Start of Input for this task
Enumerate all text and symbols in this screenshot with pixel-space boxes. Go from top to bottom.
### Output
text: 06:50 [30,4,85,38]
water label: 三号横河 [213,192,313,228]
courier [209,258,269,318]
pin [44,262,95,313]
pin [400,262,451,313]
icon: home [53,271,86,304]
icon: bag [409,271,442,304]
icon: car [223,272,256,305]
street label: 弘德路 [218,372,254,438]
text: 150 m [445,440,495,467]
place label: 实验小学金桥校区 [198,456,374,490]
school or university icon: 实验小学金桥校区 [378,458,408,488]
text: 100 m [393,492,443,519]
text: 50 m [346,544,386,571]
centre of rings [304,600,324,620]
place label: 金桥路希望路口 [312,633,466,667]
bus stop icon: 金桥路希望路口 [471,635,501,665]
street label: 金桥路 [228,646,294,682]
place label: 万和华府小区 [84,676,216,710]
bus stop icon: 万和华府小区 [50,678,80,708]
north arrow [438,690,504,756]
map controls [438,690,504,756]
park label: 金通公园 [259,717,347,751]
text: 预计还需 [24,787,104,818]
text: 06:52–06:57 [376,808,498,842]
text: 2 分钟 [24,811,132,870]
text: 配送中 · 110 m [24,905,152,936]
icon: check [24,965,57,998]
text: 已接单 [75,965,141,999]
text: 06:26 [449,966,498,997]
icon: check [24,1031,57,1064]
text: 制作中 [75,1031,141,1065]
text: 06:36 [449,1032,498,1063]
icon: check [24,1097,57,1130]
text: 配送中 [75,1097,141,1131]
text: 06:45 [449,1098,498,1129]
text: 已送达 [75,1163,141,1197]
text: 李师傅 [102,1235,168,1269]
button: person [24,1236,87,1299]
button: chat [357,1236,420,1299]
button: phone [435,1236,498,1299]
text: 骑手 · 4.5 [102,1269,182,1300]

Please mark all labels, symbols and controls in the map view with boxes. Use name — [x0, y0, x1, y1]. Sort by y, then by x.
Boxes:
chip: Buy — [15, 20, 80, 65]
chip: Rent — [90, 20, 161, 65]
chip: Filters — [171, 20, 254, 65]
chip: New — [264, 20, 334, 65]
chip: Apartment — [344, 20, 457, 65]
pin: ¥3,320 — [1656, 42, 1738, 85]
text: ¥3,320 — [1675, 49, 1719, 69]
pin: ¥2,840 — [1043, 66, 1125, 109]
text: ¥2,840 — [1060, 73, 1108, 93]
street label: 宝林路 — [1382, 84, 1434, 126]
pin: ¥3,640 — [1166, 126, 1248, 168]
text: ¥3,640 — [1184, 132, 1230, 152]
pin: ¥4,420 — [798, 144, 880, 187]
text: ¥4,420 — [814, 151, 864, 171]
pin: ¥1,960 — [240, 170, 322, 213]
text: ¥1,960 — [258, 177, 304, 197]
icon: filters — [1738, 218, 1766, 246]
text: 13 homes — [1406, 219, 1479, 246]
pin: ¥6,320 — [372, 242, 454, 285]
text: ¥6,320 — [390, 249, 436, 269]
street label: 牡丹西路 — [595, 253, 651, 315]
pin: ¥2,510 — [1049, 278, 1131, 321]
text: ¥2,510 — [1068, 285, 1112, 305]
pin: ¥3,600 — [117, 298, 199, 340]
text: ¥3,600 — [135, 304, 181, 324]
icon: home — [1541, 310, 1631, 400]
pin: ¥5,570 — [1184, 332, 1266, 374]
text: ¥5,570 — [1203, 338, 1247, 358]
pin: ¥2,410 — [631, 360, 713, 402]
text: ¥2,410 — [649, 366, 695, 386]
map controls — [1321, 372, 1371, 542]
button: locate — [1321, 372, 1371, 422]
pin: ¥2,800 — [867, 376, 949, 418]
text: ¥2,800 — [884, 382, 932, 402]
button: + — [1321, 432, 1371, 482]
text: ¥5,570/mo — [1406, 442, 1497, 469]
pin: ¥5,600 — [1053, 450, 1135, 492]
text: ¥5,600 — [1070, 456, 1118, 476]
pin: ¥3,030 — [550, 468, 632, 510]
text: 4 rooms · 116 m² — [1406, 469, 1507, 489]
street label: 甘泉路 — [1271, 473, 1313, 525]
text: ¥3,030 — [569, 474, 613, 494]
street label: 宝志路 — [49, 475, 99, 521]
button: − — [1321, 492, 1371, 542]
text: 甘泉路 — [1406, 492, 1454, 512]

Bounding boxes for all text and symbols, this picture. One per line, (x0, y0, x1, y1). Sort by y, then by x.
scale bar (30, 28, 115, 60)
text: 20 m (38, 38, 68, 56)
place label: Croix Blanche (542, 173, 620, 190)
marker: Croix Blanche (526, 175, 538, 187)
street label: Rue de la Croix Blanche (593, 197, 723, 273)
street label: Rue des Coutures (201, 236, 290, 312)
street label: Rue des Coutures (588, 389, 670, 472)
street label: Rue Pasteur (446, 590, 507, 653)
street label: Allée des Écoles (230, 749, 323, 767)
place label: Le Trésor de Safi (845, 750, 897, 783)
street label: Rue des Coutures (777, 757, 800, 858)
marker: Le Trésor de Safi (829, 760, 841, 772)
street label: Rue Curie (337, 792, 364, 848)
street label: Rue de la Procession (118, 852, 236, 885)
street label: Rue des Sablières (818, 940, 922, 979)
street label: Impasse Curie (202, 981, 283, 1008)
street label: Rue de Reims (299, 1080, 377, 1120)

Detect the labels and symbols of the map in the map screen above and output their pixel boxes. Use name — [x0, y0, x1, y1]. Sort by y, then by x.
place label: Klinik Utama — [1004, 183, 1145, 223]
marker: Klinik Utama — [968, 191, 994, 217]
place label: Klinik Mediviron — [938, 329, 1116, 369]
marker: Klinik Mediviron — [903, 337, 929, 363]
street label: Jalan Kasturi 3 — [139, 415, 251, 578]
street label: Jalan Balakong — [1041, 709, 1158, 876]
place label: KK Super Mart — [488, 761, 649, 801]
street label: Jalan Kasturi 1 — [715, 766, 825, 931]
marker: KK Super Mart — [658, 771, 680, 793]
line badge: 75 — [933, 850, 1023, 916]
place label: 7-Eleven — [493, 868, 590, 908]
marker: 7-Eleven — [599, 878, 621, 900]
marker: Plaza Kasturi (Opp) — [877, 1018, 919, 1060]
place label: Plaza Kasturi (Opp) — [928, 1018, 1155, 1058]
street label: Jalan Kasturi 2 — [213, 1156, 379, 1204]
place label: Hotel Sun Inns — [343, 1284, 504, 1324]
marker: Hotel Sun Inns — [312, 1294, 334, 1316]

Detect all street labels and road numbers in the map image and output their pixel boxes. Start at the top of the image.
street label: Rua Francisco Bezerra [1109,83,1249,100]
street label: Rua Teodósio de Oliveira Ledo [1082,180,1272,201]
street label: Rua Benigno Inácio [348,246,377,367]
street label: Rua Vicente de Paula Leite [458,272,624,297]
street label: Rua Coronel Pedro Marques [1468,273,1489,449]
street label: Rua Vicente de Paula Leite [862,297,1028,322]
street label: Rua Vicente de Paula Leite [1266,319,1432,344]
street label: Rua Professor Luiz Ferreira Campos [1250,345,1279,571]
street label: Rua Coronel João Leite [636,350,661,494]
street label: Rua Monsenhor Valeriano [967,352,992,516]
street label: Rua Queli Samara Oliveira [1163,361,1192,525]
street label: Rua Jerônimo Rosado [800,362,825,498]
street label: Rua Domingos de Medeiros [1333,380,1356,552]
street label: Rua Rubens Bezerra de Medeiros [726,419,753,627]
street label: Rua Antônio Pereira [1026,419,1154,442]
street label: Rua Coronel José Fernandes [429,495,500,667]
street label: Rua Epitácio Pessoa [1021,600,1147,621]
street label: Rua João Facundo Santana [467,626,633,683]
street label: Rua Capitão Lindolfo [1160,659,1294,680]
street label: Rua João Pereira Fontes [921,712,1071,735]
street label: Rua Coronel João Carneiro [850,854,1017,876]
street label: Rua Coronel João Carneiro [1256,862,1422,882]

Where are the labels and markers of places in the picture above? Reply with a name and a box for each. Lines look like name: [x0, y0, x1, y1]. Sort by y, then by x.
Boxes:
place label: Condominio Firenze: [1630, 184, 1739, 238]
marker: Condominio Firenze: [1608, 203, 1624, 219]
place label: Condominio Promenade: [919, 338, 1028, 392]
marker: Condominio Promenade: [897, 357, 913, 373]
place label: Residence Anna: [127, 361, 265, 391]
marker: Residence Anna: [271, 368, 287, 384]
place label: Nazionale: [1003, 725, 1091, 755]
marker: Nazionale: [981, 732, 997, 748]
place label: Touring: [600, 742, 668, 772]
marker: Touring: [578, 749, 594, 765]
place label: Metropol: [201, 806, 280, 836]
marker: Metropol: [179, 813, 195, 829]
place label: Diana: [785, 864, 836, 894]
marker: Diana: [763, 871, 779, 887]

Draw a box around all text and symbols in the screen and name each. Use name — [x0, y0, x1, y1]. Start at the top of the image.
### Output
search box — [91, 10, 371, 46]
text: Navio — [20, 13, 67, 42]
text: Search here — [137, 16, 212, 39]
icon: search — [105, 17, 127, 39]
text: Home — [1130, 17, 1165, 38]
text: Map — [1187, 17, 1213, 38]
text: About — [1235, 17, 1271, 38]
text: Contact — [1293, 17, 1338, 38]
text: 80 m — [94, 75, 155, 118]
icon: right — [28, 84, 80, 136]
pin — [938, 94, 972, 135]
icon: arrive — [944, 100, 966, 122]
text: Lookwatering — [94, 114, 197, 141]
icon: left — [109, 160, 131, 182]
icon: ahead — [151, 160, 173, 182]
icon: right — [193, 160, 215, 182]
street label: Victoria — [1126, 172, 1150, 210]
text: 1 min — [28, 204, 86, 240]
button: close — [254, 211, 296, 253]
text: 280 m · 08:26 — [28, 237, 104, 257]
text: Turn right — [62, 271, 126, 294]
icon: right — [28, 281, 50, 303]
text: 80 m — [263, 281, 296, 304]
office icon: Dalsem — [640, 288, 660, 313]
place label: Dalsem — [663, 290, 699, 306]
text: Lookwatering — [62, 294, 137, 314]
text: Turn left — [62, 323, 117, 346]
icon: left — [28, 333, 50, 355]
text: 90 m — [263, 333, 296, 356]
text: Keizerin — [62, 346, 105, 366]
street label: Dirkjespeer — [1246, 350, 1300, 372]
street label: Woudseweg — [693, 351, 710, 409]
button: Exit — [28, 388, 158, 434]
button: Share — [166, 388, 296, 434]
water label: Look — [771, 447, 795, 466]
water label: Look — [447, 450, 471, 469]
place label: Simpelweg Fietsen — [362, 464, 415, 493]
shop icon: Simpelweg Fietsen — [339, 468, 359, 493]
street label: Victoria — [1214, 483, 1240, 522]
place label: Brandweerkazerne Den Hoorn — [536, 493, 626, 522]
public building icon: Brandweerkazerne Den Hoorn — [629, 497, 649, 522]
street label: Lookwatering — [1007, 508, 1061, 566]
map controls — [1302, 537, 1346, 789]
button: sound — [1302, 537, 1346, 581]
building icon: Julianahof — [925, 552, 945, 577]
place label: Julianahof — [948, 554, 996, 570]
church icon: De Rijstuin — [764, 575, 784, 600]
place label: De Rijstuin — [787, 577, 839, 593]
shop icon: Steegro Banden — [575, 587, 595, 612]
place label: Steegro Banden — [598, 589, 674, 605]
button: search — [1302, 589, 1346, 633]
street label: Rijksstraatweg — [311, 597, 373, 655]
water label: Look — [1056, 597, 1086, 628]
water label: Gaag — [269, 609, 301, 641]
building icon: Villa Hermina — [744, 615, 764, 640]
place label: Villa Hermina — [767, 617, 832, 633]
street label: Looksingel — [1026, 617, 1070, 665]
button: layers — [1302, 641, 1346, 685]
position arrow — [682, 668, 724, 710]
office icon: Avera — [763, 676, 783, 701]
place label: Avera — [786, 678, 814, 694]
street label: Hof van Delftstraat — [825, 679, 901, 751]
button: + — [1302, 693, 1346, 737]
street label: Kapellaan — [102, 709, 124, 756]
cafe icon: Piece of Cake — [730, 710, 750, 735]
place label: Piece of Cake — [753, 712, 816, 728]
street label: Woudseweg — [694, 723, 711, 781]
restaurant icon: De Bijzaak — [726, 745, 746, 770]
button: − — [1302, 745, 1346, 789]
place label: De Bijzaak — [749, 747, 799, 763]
End of Input for this task
• [What you will do] Locate the string "Safi" in the listing above and copy every line where it occurs.

• [Result for this exercise]
place label: Le Trésor de Safi (845, 750, 897, 783)
marker: Le Trésor de Safi (829, 760, 841, 772)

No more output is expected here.